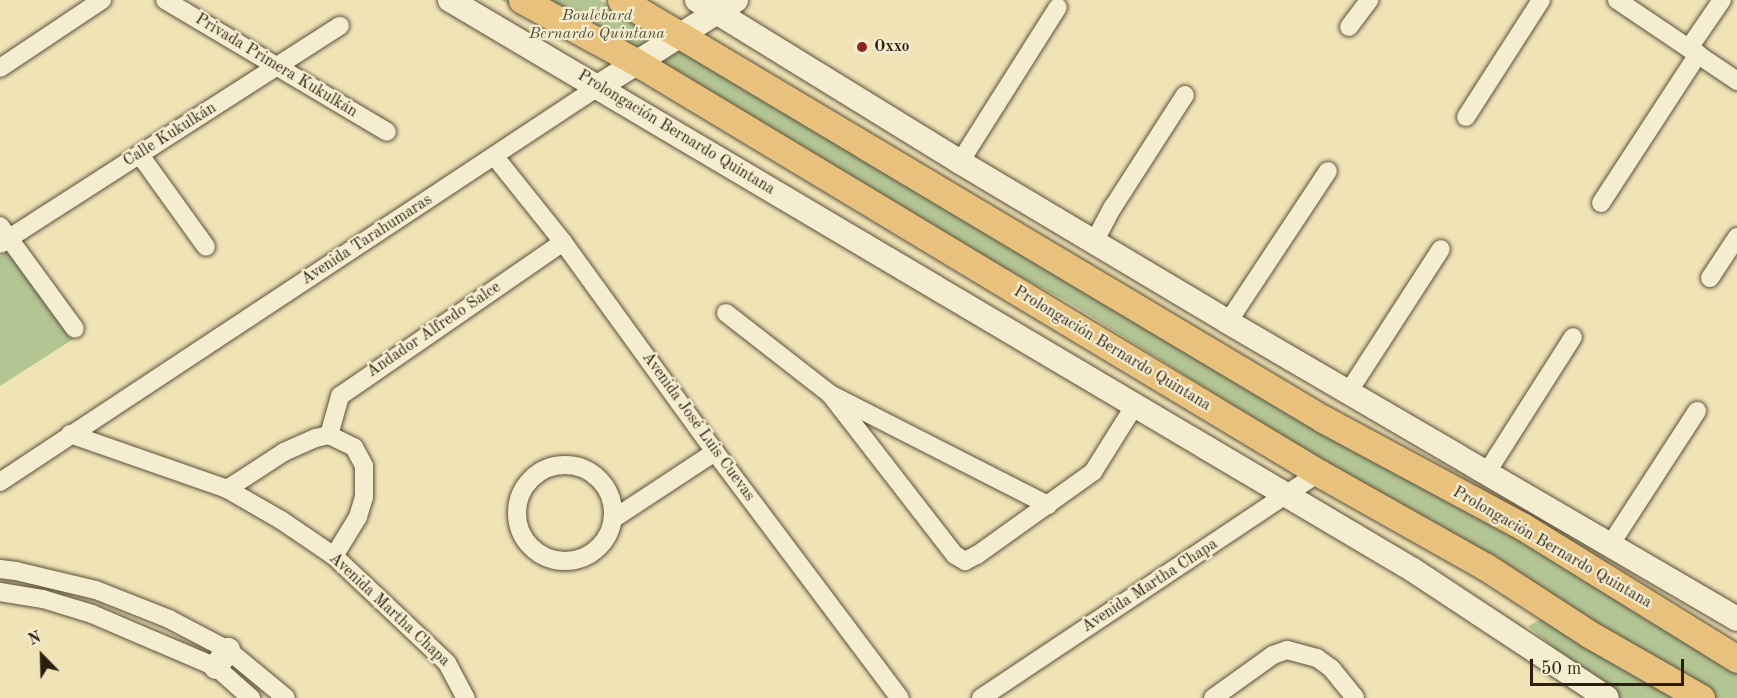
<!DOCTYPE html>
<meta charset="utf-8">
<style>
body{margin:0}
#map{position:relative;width:1737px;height:698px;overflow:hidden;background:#f0e4b7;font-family:"Old Standard TT",serif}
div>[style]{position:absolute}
.green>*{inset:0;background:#b3c593}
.roads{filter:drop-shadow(0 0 2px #5c503b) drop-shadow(0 0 2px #5c503b)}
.street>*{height:18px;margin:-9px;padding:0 9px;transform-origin:9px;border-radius:9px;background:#f5edd0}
.street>.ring{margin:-9px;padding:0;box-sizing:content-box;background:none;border:18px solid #f5edd0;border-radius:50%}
.secondary>*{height:24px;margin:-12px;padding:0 12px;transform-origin:12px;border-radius:12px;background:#f5edd0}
.primary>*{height:27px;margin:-13.5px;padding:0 13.5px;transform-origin:13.5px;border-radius:13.5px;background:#e8c27c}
.dots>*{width:16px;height:16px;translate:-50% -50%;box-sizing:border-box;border:3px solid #f5edd0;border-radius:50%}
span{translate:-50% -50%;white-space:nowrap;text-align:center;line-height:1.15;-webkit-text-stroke:4.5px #f5edd0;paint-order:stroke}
.park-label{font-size:16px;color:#545139;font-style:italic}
.poi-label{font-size:16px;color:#2b1f12;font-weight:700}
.left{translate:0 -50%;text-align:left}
.street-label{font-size:16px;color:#2b1f12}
.north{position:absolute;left:12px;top:626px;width:60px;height:60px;-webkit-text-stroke:4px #f5edd0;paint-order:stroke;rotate:337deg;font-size:16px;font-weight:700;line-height:24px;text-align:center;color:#2b1f12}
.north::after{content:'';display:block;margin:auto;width:21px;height:27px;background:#2b1f12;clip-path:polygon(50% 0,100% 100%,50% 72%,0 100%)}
.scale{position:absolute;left:1530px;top:659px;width:154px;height:27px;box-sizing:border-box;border:3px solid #2b1f12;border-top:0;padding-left:8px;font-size:18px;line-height:21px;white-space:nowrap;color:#2b1f12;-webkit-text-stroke:4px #f5edd0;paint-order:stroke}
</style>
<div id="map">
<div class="green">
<i style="clip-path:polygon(501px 0,600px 0,1540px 551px,1737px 661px,1737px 698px,1614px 698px,1528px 626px,1549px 615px,1457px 545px,1068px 302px)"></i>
<i style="clip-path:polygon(10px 250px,75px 338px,0 386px,0 257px)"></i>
</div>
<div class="roads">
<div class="street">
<i style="left:165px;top:0;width:258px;rotate:30.7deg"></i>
<i style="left:1617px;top:0;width:145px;rotate:34deg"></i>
<i style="left:1349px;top:27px;width:34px;rotate:-53deg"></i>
<i style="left:1689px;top:48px;width:58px;rotate:-55.5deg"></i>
<i style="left:0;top:68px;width:123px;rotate:-33.7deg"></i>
<i style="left:1466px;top:117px;width:139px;rotate:-57.3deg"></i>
<i style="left:140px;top:155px;width:113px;rotate:54.3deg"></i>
<i style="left:495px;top:157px;width:109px;rotate:51.3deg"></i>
<i style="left:563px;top:242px;width:259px;rotate:54.1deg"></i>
<i style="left:715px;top:452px;width:308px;rotate:53.1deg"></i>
<i style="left:960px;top:162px;width:183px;rotate:-57.7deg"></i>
<i style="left:1601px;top:203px;width:178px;rotate:-56.9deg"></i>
<i style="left:0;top:226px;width:127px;rotate:53.9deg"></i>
<i style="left:1094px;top:242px;width:40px;rotate:-62deg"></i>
<i style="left:1113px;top:207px;width:133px;rotate:-57.3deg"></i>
<i style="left:0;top:244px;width:404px;rotate:-32.7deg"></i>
<i style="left:1710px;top:278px;width:49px;rotate:-56.6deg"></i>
<i style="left:726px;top:313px;width:132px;rotate:37.9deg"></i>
<i style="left:830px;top:394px;width:245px;rotate:27deg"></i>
<i style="left:1228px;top:322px;width:181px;rotate:-56.5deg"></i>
<i style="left:1349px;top:391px;width:169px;rotate:-57.1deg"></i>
<i style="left:830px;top:394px;width:204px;rotate:52.2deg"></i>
<i style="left:955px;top:555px;width:12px;rotate:31deg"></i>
<i style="left:965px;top:561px;width:13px;rotate:-27deg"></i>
<i style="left:977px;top:555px;width:143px;rotate:-35.6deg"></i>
<i style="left:1093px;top:472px;width:79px;rotate:-57.9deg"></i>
<i style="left:70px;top:434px;width:166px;rotate:19.3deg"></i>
<i style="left:227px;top:489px;width:62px;rotate:29.9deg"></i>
<i style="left:281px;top:520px;width:64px;rotate:34.2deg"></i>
<i style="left:334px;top:556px;width:156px;rotate:43.4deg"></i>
<i style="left:447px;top:663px;width:40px;rotate:62deg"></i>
<i style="left:329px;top:435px;width:41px;rotate:-74.2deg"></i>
<i style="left:340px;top:396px;width:271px;rotate:-34.6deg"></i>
<i class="ring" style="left:517px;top:465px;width:78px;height:78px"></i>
<i style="left:1487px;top:472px;width:160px;rotate:-57.5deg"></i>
<i style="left:0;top:482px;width:717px;rotate:-33.45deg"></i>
<i style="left:227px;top:489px;width:68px;rotate:-33deg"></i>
<i style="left:284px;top:452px;width:35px;rotate:-24deg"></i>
<i style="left:316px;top:438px;width:13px;rotate:-13deg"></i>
<i style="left:329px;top:435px;width:28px;rotate:26deg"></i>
<i style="left:354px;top:447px;width:21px;rotate:62deg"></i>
<i style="left:364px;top:466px;width:31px;rotate:90deg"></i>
<i style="left:364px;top:497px;width:21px;rotate:107deg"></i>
<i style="left:358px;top:517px;width:46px;rotate:121.6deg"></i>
<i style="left:613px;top:519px;width:122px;rotate:-33.3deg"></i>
<i style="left:1610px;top:545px;width:160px;rotate:-57deg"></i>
<i style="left:0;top:569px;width:16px;rotate:7deg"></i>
<i style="left:16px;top:571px;width:82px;rotate:13.4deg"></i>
<i style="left:96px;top:590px;width:79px;rotate:21.7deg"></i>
<i style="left:169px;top:619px;width:67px;rotate:27.7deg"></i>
<i style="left:228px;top:650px;width:75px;rotate:39.6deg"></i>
<i style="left:0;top:592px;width:44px;rotate:9.2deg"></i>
<i style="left:43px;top:599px;width:51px;rotate:17deg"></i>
<i style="left:92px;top:614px;width:69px;rotate:23.2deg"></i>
<i style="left:155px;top:641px;width:66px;rotate:23.1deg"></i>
<i style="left:216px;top:667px;width:47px;rotate:41.5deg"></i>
<i style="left:981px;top:698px;width:406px;rotate:-33.7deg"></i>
<i style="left:1213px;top:698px;width:74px;rotate:-35.6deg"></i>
<i style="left:1273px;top:655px;width:15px;rotate:-20deg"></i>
<i style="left:1287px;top:650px;width:31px;rotate:15deg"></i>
<i style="left:1317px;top:658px;width:17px;rotate:36deg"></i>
<i style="left:1331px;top:668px;width:38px;rotate:51deg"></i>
</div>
<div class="secondary">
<i style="left:450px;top:0;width:1119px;rotate:30.62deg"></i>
<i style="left:1413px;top:570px;width:232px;rotate:33.4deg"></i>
<i style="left:697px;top:0;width:309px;rotate:31.6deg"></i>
<i style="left:960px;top:162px;width:312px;rotate:30.8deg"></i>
<i style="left:1228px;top:322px;width:589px;rotate:30.26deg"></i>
<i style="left:598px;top:87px;width:163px;rotate:-32.2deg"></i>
<i style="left:216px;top:667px;width:21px;rotate:-55deg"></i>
</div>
<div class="primary">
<i style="left:522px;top:0;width:130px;rotate:28.5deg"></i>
<i style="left:636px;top:62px;width:797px;rotate:31.04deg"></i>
<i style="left:1319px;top:473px;width:192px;rotate:29.4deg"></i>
<i style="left:1486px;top:567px;width:123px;rotate:33deg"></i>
<i style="left:1589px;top:634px;width:129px;rotate:29.7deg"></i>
<i style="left:621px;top:0;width:818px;rotate:30.83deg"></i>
<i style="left:1323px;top:419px;width:226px;rotate:28.3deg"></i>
<i style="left:1522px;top:526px;width:253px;rotate:31.7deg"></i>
</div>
</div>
<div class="dots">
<i style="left:862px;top:47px;background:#8f2418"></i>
</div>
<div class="park-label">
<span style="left:597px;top:25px">Boulebard<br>Bernardo Quintana</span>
</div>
<div class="poi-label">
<span class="left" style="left:874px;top:47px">Oxxo</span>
</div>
<div class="street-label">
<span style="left:276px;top:66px;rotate:31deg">Privada Primera Kukulkán</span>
<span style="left:676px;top:133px;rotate:31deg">Prolongación Bernardo Quintana</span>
<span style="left:170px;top:135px;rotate:-32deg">Calle Kukulkán</span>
<span style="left:367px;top:240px;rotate:-33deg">Avenida Tarahumaras</span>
<span style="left:434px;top:330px;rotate:-34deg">Andador Alfredo Salce</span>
<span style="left:1112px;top:349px;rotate:31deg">Prolongación Bernardo Quintana</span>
<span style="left:698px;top:427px;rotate:54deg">Avenida José Luis Cuevas</span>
<span style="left:1552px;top:548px;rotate:30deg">Prolongación Bernardo Quintana</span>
<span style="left:1150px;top:586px;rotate:-33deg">Avenida Martha Chapa</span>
<span style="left:389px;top:610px;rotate:43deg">Avenida Martha Chapa</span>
</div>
<div class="north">N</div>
<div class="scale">50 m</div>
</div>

• _TASK ITEM_
You are asked to count the lines of the records above in which the word "roads" occurs, and to give only that number.

• _FINISHED EXERCISE_
2